Activity — How many lines in the data that follows contain the word "song"? Only that number is needed.
================================
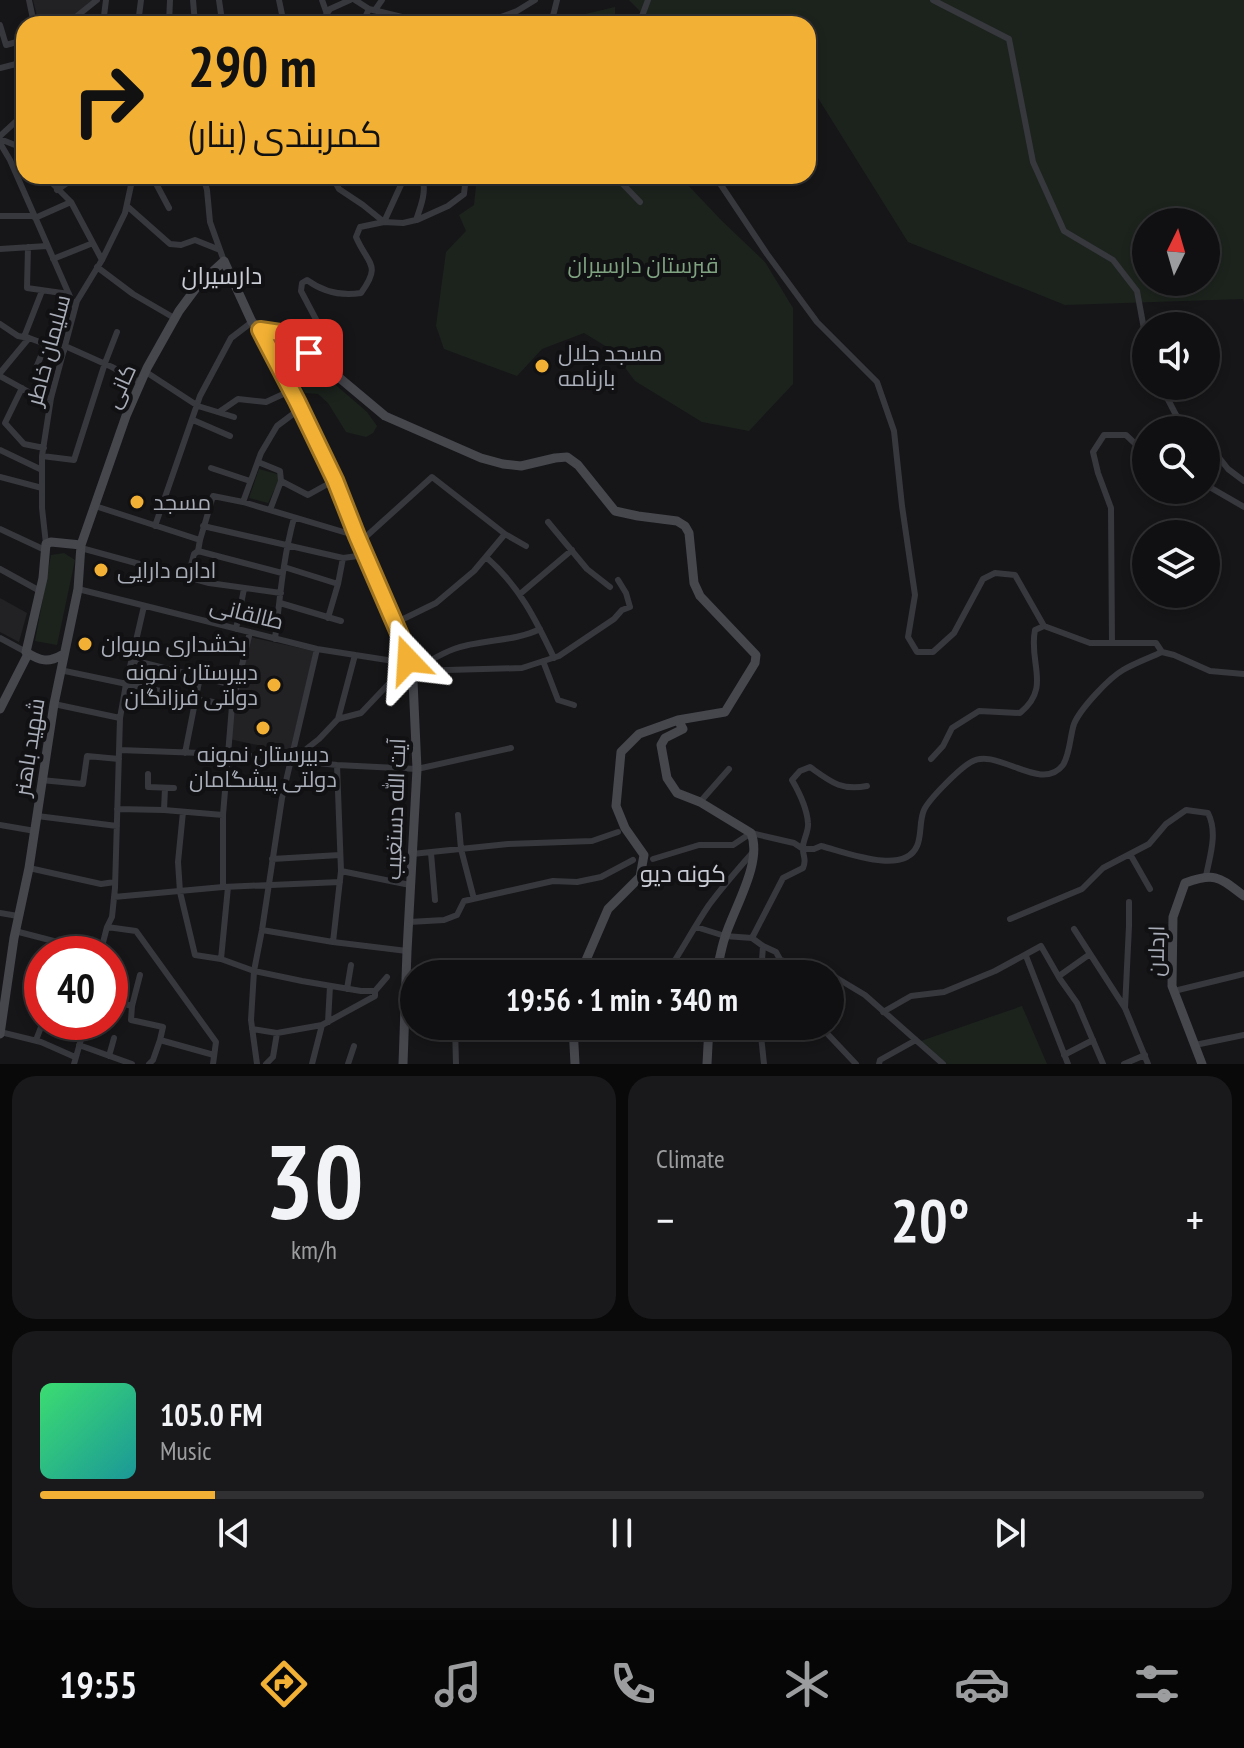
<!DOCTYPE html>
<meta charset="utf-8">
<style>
body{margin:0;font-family:"PT Sans Narrow",Cairo,sans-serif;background:#19191b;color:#f1f3f6;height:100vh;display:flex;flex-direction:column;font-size:30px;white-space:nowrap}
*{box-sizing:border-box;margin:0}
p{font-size:26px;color:#9c9d9f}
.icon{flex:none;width:44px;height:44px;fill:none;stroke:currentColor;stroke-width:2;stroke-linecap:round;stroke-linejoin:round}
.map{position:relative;height:1064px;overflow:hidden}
.side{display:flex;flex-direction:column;gap:12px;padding:12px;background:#09090a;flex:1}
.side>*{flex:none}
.banner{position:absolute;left:16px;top:16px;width:800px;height:168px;border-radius:24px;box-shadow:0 4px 12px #0003,0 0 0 2px #303032;background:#f2b134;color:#111;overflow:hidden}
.needle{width:52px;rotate:5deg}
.buttons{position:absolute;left:1132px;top:208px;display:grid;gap:16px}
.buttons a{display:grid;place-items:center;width:88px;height:88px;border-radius:50%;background:#101012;box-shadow:0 4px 12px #0003,0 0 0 2px #303032;font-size:40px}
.speed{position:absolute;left:24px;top:936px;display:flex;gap:16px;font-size:40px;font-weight:700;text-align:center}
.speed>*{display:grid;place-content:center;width:104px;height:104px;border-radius:50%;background:#101012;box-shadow:0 4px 12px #0003,0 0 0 2px #303032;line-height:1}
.speed .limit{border:12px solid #d22;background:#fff;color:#111}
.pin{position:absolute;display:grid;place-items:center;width:68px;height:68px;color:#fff;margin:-34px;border-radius:16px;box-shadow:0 4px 12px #0006}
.me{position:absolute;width:88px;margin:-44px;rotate:340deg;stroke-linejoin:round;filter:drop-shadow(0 0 6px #0008)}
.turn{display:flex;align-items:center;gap:28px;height:168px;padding:0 40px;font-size:36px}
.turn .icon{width:104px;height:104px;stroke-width:2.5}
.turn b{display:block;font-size:56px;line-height:68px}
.big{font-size:60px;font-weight:700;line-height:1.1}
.side .tile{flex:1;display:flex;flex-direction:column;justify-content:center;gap:12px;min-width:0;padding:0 28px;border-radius:24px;background:#19191b}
.side .dial{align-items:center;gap:0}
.dial b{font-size:104px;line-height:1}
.song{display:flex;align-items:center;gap:24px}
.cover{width:96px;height:96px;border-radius:12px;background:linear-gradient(135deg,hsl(140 70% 55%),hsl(180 70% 35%))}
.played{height:8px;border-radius:4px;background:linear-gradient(90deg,#f2b134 15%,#303032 15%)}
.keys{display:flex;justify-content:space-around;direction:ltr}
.heat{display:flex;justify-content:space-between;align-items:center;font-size:44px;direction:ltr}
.side .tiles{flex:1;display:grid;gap:12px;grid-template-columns:1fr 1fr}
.tile:last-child{grid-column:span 2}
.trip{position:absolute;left:400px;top:960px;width:444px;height:80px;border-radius:40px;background:#101012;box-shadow:0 4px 12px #0003,0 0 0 2px #303032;font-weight:700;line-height:80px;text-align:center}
.dock{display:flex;height:128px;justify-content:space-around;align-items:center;background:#060607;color:#9c9d9f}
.dock .icon{width:56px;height:56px}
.dock .on{color:#f2b134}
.dock b{font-size:36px;color:#f1f3f6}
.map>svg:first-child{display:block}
.built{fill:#222225}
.green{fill:#1c231d;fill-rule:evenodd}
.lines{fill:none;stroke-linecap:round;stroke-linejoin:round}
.street{stroke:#37383d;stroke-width:6}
.secondary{stroke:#45474d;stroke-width:9}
.route-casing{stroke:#9d7322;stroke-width:20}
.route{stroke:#f2b134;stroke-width:14}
.poi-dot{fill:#f2b134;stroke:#111113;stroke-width:3}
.labels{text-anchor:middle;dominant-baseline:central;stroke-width:8;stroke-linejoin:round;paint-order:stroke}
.park-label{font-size:22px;fill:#7fa381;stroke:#111113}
.street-label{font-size:22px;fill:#a8adb8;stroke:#111113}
.poi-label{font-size:22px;fill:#a8adb8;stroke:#111113;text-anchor:start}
.neighbourhood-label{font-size:24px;fill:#c9ccd4;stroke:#111113}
</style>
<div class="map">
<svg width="1244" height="1064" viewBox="0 0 1244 1064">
<rect width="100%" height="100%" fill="#161618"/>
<!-- built -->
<path class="built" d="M 33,0 L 93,0 L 64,24 L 39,24 Z
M 0,598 L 27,613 L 19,642 L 0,632 Z
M 250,637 L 314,651 L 290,752 L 229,739 Z"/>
<!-- green -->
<path class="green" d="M 629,0 L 1244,0 L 1244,303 L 1243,299 L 1065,305 L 908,242 L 808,82 L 808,24 L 653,24 ZM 1146,222 L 1206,222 L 1206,282 L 1146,282 Z
M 615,7 L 615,24 L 556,24 L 560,20 Z
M 477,176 L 681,176 L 687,184 L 721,220 L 765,262 L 793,308 L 793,384 L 749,431 L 702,422 L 635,381 L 612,350 L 584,333 L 542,349 L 517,376 L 444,349 L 436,326 L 446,252 L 466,231 L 459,215 L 474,205 Z
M 293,348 L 367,412 L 377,426 L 373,433 L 366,437 L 346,432 L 328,403 L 318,394 L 305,393 L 285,350 Z
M 259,469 L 277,474 L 279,480 L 268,503 L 249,498 Z
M 64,553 L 75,560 L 57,645 L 35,641 L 51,555 Z
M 1022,1006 L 1047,1064 L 944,1064 L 918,1042 Z"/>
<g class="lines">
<!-- street -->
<path class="street" d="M 29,0 L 34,24
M 193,0 L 195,24
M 219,0 L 221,14 L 225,24
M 279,0 L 284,24
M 322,0 L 327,14
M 355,0 L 369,9 L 406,18 L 418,24
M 933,0 L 1009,39 L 1033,162 L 1064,231 L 1113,260 L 1137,291 L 1146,340
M 375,10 L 382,0
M 104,16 L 128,24
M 67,24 L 97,0
M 100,24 L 104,16 L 106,0
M 138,24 L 141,0
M 169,24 L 170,0
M 320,24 L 330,9 L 350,0
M 362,24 L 369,9
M 482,24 L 517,11 L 535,0
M 551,24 L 557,0
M 639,24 L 648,0
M 0,25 L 6,45 L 24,40
M 0,68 L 24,62
M 0,136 L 24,114
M 0,139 L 20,147 L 24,152
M 0,143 L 10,160 L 75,308
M 45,176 L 71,202 L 102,260
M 152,176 L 169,208
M 203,176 L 207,190 L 210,222 L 224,261
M 332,176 L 339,189 L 363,205 L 384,222 L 403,223 L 416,220 C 421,206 427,191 422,176
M 615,176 L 640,202
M 715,176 L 767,254 L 817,322 L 877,382 L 894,431 L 902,506 L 915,595 L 908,637 L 917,652 L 933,652 L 954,633 L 983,579 L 995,573 L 1015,575 L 1044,626
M 57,190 L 77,176
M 127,206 L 170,244 L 181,245 L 195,240 L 220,250
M 0,216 L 33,216
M 35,218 L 71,202
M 417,220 L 448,206 L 464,194 L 466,176
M 28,247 L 27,288 L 69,294
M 0,249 L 47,246
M 53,259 L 93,243
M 97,267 L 133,294 L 176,319
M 0,324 L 18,336 L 29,338 L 64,351
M 24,337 L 42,291
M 65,346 L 112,367 L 141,383
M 36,368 L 46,344
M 331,371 L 320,327 L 301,291 L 302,283 L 307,280 C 323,292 341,296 361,293 C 382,264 368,265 356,237 L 360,227 L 384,222 L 405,176
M 146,372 L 198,406 L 234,417
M 0,373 L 29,338
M 0,376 L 36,396 L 51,398
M 1161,386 L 1176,415 L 1193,430
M 22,388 L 5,423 L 24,444 L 44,448
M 219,412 L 238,399 L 266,402 L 292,390
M 193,420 L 230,436
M 1206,441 L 1228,469 L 1244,481
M 0,450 L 42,470
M 42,456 L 74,460 L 105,363 L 117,332
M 258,462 L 280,471 L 281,481 L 270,510
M 211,468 L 250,481
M 0,477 L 42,488
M 281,481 L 308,495 L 335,480
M 1206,485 L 1244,507
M 243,502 L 261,453 L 277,426 L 301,408
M 95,506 L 200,540
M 548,522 L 587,569 L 610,587
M 155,526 L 200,396 L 231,338 L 252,322
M 203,526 L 343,558 L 365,555
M 0,529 L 45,550
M 360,542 L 432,477 L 505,534 L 526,546
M 46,544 L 42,508 L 42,456 L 51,398 L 77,301 L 102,260 L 125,213 L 133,176
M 81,548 L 209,583 L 281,593
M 198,551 L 282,573
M 486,557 C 519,586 535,618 554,658
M 284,567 L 338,584
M 0,569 L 40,591
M 188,576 L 194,554 L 198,551 L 200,540 L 213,496 L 243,502 L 357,536
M 78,589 L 317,649 L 400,662 L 408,660
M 520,594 L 572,550
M 280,603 L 341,621
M 328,618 L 338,584 L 343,558
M 395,623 L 436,603 L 474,571 L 505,534
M 236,629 L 244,589
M 0,638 L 26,652
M 275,639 C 280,598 283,558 294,518
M 1112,643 L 1111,508 L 1098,473 L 1093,452 L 1104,435 L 1126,435 L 1146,454
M 132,660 L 237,686
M 543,661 L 558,700 L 574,705
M 414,669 C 427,663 440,654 454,649 C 482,639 514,642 540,629
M 60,670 L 232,706
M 411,671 L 522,668 L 559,656 L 614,619 L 622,610 L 630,607 L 626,593 L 618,580
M 54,704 L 120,718
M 338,719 L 355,655
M 119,750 L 229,754 L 337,765 L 417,769 L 511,748
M 185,753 L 200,677
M 931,759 L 943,746 L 952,728 L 979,711 L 1020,713 C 1052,687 1028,663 1035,630 L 1044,626 L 1090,643 L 1156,643 L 1162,652 L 1174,655 L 1210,671 L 1244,674
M 291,761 L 319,739 L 338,719 L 361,713 L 398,674 L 400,662
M 148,774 L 148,787 L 174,788
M 41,780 L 83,784 L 87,756 L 119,759
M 700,802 L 729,769
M 117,809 L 164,810 L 223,815
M 164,810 L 165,788
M 183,812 L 178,862 L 180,892 L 195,955 L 221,959 L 254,971 L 302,981 L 361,991 L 375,991
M 458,815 L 461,849 L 474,899
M 37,816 L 117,826
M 0,825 L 35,831
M 431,853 L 435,900
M 412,854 L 508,844 L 592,841 L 618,832
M 1130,854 L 1150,889
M 272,859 L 340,855
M 653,859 L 699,845 L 733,845 L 751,833 L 794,843 L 803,849 L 814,849 L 821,846 C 845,852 904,876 917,846 C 922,835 919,821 924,810 C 929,799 959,769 971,762 C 996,746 1041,794 1063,765 C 1070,754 1070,736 1074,724 C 1080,709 1109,678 1123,670 C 1135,663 1149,658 1162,652
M 29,868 L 101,884 L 115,882
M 341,871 L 410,885
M 223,887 L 223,815 L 232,706 L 250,632
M 114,897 L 223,887 L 340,882
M 0,913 L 18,916
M 1010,919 L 1082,889 L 1103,868 L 1149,844 L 1166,824 L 1186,810 L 1208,813 C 1218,833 1210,855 1206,876
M 409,922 L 444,920 L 457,915 L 464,901 L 553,881 L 577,882 L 601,877 L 633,860
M 107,927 L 136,931 L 216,1042 L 213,1064
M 696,927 L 725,936 L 752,938 L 763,946 L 776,952 L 788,974
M 1074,929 L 1125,1008 L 1148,1064
M 262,930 L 333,942 L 407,951
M 15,931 L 69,945 L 78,942 L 100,952
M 752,938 L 783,878 L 803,868 C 807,859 803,858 803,849 C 802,841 809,832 808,823 C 807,809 799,792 792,780 L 800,771 L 810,767 C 831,782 841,791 867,786
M 333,942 L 341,871 L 337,765
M 100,954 L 107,927 L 112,917 L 115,888 L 120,718 L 126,684 L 144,606
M 1026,956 L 1068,1064
M 221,959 L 228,887
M 780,960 L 830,974
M 666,974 C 681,952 694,927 709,905 C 723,886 738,869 753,852
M 761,974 L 763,946
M 830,974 L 865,995 L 943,1064
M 1059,976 L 1090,954
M 347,989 L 351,965
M 1174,991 L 1244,974
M 110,1000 L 132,1006 L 131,1020 L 163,1027 L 160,1040 L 214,1055
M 132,1006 L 140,975
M 1125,1008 L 1129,926 L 1129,902
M 883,1012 L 911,996 L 944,992 L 995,971 L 1041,946 L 1060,979 L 1077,1003 L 1103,1064
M 328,1022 L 330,986
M 455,1026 L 456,1064
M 760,1026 L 764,1064
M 820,1026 L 856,1064
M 252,1029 L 277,1033 L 322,1025 L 375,996 L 375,991 L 387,977
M 0,1032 L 41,1042 L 75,1057
M 36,1040 L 43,1022
M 79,1045 L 132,1064
M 1195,1045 L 1244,1035
M 1064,1055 L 1093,1040
M 109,1056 L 114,1038
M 74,1064 L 86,1022
M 149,1064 L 153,1060 L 160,1040
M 257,1064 L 251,1020 L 254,971 L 262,930 L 282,798 L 317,649
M 266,1064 L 273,1057 L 277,1033
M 312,1064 L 322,1025
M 348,1064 L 354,1046
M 879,1064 L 880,1060 L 916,1040
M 1124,1064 L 1145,1055"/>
<!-- secondary -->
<path class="secondary" d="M 260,330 L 287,334 L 385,416 L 481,458 L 503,464 L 521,466 L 555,458 L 567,457 L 578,465 L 615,511 L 638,516 L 677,521 L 685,526 L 689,533 L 694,583 L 700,596 L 756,655 L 755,663 L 725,712 L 678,720 L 639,734 L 621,752 L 616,806 L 625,828 L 644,855 L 640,877 L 608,909 L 580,974
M 81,545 L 126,416 L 147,368 L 179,311 L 199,284 L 224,261 L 252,322 L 260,330 L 292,390 L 335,480 L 357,536 L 402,640 L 408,660 L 413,681 L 417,769 L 407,951 L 403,1064
M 0,709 L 28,654
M 678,720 L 683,729 L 665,738 L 661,745 L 667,778 L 677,793 L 700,802 L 751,833 C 763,862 734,908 725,937 C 721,949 719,962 716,974
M 573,1026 L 575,1064
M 0,1034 L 14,938 L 29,868 L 54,704 L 78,589 L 81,545 L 51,542 L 46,544 L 43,578 L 26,652 C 40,661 48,663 62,655
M 707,1064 L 709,1026
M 1202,1064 L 1172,986 L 1173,917 L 1185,883 C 1216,872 1219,877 1244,896"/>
</g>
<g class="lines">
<!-- route casing -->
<g class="route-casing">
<path id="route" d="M 309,353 L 287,334 L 260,330 L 297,401 L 335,480 L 357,536 L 402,640 L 408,660"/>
</g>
<!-- route -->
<use href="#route" class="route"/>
</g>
<!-- markers -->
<g class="poi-dot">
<circle cx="542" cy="366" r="8"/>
<circle cx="137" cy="502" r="8"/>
<circle cx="101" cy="570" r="8"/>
<circle cx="85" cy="644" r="8"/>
<circle cx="274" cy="685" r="8"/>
<circle cx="263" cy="728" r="8"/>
</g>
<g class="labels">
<!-- park labels -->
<g class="park-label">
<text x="643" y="265">قبرستان دارسیران</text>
</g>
<!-- street labels -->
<g class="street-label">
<text transform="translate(48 350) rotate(-75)">سلیمان خاطر</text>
<text transform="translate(120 386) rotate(-66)">کانی</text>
<text transform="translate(247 613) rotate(14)">طالقانی</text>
<text transform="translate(29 747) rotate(-81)">شهید باهنر</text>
<text transform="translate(395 809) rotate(-88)">آیت الله دستغیب</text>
<text transform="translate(1156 951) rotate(-89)">اردلان</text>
</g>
<!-- poi labels -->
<g class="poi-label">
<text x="558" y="353">مسجد جلال<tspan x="558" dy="25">بارنامه</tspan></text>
<text x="153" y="502">مسجد</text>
<text x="117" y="570">اداره دارایی</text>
<text x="101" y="644">بخشداری مریوان</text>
<text x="258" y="672" text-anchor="end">دبیرستان نمونه<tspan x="258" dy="25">دولتی فرزانگان</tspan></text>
<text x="263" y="754" text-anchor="middle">دبیرستان نمونه<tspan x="263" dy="25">دولتی پیشگامان</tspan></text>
</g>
<!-- neighbourhood labels -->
<g class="neighbourhood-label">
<text x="222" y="275">دارسیران</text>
<text x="683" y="873">کونه دیو</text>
</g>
</g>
</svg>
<div class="buttons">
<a><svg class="needle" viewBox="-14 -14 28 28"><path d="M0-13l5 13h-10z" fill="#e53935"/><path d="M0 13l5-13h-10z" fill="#9c9d9f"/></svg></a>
<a><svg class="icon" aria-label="sound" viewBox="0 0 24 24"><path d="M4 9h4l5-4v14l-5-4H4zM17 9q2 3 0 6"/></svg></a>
<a><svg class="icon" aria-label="search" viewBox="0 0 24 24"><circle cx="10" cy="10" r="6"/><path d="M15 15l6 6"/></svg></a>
<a><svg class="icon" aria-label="layers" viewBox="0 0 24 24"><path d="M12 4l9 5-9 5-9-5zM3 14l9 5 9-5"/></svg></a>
</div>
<div class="speed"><div class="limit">40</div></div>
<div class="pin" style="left:309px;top:353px;background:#d93025"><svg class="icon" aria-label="arrive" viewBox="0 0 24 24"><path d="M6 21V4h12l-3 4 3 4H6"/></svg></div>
<svg class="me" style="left:408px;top:660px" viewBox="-20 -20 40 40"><path d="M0-17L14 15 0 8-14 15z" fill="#f2b134" stroke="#fff" stroke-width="4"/></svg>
<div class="trip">19:56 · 1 min · 340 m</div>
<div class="banner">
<div class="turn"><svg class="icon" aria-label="right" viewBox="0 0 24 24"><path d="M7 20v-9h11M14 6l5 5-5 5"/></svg><div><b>290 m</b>کمربندی (بنار)</div></div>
</div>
</div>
<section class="side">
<div class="tiles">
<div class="tile dial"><b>30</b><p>km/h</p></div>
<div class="tile"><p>Climate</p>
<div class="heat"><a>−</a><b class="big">20°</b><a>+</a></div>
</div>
<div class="tile">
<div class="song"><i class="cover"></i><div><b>105.0 FM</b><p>Music</p></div></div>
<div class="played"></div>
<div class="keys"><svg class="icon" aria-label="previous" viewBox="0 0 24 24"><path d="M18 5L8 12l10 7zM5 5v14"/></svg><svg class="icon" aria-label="pause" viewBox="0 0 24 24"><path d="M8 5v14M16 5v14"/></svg><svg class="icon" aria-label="next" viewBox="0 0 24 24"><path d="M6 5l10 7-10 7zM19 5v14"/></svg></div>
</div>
</div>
</section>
<nav class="dock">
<b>19:55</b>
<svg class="icon on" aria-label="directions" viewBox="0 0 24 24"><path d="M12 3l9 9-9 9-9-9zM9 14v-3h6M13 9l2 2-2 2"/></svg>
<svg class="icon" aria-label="music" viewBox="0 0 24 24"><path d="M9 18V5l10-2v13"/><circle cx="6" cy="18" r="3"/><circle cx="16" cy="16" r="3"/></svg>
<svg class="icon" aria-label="phone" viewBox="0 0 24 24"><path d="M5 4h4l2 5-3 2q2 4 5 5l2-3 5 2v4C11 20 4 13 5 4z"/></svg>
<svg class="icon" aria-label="climate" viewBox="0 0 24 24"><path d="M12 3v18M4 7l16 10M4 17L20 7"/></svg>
<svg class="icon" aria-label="car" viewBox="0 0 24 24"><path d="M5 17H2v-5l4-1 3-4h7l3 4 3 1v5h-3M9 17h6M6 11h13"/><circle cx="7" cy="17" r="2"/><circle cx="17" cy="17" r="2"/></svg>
<svg class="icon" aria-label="filters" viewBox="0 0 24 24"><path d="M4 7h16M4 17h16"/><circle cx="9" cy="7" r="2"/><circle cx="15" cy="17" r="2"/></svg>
</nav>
================================
Reply — 2